What this task involves
Count how many lines of the material below have the word "from" and give only the number.

Available data
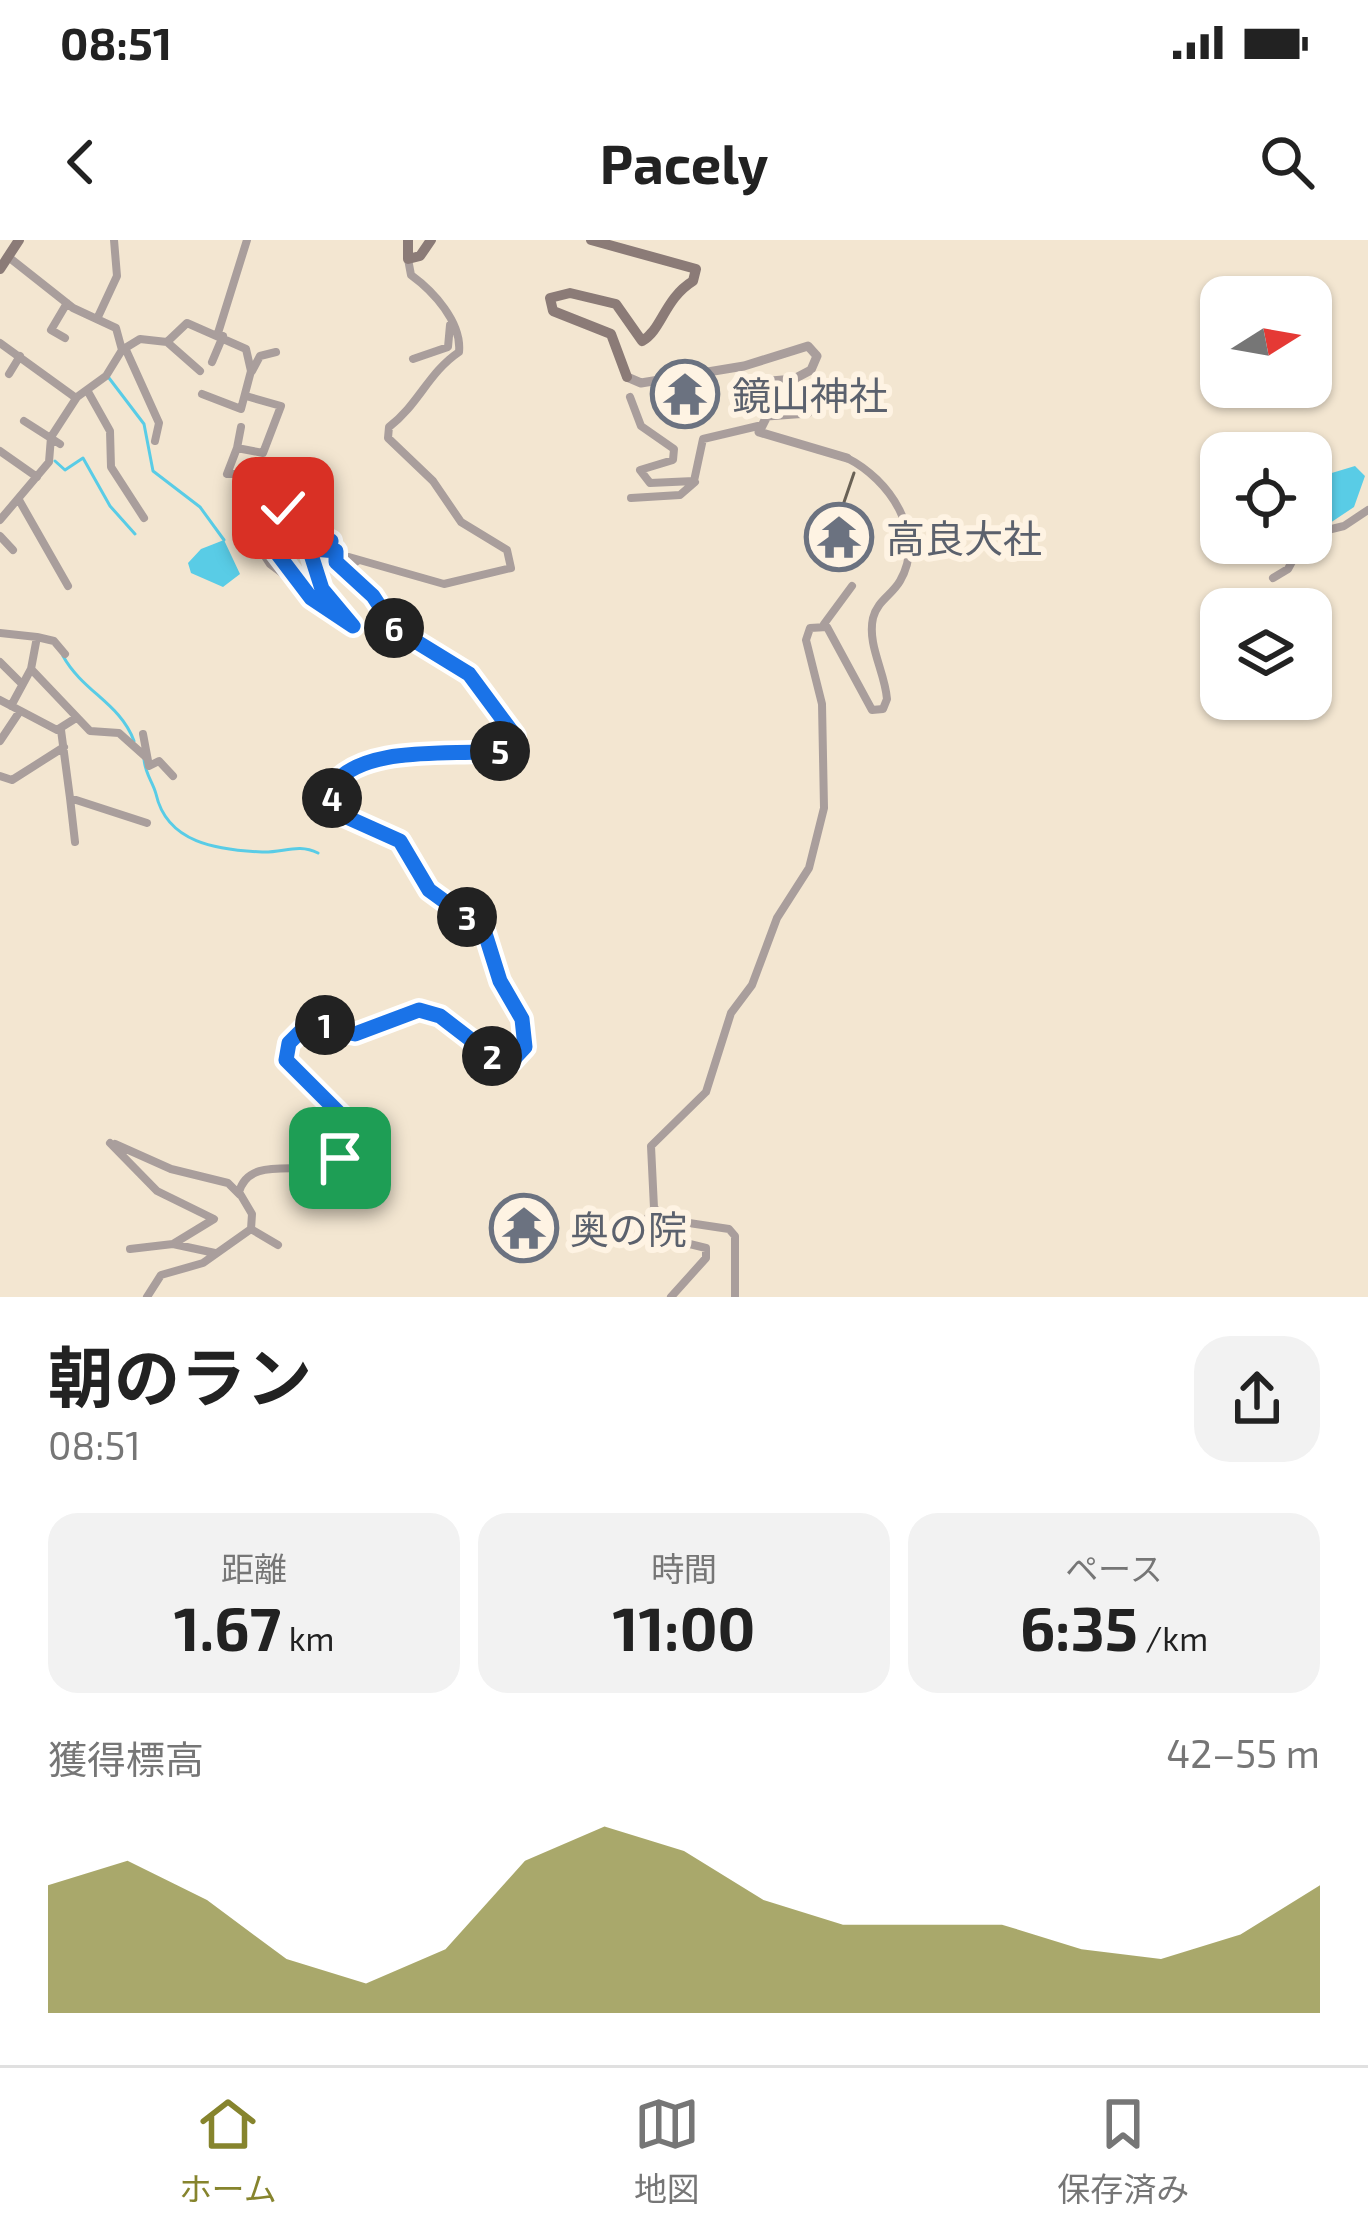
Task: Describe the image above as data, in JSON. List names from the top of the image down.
--
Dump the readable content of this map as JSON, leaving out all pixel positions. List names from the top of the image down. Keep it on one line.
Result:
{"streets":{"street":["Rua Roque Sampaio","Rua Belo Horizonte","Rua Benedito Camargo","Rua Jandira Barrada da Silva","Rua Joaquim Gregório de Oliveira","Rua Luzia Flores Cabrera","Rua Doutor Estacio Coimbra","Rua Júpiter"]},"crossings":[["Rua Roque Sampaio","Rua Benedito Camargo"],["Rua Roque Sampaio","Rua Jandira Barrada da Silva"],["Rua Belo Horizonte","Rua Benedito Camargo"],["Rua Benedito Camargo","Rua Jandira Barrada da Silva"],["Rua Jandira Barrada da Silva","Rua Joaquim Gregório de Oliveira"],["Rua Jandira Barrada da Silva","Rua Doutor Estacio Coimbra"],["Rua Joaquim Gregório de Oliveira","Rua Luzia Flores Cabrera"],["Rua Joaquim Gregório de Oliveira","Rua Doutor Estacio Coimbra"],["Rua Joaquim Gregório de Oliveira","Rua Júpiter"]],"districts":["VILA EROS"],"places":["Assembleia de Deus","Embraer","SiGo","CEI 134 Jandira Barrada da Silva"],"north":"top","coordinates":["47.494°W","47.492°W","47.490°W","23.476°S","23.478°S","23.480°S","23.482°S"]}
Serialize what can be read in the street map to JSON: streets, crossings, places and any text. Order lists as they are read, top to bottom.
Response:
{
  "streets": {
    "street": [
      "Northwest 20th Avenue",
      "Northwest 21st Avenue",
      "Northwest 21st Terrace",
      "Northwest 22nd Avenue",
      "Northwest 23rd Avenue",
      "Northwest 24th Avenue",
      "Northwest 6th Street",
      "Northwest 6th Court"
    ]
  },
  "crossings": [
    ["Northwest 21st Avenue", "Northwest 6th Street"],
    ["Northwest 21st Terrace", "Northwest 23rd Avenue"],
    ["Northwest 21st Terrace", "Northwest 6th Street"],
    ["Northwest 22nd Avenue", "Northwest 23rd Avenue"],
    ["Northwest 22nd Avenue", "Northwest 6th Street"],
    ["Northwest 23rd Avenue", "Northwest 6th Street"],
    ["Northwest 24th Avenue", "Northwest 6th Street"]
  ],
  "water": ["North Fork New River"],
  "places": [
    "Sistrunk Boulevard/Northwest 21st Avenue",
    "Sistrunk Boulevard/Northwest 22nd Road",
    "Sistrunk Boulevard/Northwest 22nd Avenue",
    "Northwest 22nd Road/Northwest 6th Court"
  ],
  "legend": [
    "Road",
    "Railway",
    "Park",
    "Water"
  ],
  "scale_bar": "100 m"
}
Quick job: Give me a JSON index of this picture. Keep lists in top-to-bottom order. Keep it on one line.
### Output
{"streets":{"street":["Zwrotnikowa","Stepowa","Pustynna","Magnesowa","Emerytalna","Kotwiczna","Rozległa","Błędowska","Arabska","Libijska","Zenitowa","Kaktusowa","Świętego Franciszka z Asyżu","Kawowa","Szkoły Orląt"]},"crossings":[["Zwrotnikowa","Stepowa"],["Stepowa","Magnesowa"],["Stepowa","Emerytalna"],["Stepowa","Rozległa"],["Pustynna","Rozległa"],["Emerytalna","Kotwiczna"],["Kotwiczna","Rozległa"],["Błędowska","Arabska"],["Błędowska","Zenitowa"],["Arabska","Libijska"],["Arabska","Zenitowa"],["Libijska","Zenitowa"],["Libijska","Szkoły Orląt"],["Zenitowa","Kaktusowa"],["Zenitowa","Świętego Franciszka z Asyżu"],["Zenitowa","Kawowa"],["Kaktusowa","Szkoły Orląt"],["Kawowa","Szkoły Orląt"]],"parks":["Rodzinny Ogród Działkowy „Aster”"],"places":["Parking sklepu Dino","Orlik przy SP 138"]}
--
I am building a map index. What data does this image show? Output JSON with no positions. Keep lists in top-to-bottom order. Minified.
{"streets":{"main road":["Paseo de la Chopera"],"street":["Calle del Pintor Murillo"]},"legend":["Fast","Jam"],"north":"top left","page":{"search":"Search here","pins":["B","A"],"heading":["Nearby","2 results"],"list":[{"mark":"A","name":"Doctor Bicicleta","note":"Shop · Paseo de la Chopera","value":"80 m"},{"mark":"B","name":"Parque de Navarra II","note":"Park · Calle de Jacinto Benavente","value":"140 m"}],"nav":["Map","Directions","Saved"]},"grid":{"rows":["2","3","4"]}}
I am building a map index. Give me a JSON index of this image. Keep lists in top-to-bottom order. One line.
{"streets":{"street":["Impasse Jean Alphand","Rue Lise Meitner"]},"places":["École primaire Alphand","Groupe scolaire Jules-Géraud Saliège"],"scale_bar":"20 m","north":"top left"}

Problem solution
2